### WORK TASK
Here are some records; copy every line that holds the word "drop".

Stored dataset items
────────────────────
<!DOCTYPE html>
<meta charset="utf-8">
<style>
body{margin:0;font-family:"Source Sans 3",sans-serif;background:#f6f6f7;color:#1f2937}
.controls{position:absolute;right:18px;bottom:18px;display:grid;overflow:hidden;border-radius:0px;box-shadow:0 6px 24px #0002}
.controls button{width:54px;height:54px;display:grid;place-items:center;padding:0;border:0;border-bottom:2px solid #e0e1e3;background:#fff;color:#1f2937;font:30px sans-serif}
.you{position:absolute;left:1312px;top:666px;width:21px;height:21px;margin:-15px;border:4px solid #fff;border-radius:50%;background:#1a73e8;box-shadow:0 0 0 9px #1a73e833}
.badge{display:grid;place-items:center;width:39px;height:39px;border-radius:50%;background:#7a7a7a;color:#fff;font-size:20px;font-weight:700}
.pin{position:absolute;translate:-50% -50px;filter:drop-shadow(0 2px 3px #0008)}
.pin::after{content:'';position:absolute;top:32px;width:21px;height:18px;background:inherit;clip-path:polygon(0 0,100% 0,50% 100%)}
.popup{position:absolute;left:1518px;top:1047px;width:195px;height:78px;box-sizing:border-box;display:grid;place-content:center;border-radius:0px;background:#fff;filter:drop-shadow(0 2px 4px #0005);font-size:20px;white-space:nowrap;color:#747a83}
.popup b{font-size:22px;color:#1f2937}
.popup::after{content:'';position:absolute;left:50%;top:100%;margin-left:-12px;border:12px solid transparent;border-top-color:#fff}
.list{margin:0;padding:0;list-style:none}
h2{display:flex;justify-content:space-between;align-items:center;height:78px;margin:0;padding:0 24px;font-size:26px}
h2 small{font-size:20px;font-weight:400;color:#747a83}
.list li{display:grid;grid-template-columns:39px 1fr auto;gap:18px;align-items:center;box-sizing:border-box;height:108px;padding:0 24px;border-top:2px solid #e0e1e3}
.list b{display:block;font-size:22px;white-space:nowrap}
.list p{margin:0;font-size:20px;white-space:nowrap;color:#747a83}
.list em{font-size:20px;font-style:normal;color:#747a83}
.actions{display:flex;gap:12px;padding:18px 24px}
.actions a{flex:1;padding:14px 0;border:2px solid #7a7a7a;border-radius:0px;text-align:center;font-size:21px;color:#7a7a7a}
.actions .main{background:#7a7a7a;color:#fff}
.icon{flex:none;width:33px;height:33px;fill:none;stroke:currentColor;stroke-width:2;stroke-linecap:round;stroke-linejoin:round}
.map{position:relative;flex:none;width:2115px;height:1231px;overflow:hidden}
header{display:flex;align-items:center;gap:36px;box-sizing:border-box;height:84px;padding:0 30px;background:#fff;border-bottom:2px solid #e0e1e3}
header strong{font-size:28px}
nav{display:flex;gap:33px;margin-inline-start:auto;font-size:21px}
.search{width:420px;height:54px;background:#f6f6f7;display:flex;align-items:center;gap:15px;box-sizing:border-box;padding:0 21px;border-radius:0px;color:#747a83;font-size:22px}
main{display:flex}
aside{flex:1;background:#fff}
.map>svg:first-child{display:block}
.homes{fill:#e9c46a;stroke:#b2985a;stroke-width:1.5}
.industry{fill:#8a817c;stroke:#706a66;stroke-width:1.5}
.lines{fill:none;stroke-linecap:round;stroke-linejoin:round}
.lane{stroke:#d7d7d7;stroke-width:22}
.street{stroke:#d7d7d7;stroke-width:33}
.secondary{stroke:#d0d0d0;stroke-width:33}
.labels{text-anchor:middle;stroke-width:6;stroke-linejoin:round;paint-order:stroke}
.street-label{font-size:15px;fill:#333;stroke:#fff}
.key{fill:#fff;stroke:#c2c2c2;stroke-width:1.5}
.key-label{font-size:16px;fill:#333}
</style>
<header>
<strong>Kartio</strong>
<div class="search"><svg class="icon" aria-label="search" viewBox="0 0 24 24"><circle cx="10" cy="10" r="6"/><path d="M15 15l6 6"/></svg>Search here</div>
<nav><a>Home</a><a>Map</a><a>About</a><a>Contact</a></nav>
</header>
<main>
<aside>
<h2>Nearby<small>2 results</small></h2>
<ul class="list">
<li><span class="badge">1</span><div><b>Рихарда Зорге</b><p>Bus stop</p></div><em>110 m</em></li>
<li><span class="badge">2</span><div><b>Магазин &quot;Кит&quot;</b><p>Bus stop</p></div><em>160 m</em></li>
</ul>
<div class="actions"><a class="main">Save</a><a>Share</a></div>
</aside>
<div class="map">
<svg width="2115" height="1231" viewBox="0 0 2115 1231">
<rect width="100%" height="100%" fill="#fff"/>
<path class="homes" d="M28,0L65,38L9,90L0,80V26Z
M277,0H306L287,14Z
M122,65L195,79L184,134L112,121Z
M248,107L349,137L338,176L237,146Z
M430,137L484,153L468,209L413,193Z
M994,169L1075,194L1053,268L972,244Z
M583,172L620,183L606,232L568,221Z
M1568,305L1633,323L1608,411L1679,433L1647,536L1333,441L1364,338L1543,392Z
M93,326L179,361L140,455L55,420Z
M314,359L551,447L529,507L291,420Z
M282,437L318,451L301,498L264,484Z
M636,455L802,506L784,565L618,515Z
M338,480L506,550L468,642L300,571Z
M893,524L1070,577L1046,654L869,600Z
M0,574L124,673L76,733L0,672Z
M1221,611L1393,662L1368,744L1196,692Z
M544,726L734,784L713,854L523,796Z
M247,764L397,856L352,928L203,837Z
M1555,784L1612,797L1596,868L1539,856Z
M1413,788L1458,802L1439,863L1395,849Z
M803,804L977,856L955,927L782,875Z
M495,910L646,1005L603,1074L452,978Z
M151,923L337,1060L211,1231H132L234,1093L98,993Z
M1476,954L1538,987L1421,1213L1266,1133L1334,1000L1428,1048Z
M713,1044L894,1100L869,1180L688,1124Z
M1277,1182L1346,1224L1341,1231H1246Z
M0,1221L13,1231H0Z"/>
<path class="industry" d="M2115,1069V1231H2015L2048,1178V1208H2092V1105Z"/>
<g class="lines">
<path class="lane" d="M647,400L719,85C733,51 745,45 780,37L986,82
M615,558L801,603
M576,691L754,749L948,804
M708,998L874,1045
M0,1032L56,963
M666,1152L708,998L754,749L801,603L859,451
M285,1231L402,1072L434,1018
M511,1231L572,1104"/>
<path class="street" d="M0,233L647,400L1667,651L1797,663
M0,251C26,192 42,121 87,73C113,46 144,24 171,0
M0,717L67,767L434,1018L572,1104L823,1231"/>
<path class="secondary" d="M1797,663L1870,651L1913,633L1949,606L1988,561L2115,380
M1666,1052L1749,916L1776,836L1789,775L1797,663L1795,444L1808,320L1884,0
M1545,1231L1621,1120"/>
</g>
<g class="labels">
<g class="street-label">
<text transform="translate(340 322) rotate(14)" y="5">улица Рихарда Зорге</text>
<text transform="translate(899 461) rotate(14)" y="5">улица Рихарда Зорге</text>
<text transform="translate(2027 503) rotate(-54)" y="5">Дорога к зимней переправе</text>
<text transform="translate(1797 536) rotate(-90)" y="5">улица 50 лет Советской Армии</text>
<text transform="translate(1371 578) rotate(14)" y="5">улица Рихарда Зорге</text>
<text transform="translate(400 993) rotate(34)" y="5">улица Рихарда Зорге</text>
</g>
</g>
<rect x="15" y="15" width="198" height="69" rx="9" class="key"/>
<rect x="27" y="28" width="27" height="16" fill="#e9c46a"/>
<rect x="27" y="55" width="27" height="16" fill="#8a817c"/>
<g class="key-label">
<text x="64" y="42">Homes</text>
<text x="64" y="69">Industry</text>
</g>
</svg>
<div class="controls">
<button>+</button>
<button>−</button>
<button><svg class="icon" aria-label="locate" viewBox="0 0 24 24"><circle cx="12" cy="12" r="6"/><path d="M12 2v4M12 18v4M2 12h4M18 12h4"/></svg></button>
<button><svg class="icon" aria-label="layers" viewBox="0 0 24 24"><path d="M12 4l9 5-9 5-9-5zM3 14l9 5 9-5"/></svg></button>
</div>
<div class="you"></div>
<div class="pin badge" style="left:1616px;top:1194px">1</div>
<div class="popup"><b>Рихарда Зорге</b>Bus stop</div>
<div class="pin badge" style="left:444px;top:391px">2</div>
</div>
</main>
────────────────────
### REPLY TO THE TASK
.pin{position:absolute;translate:-50% -50px;filter:drop-shadow(0 2px 3px #0008)}
.popup{position:absolute;left:1518px;top:1047px;width:195px;height:78px;box-sizing:border-box;display:grid;place-content:center;border-radius:0px;background:#fff;filter:drop-shadow(0 2px 4px #0005);font-size:20px;white-space:nowrap;color:#747a83}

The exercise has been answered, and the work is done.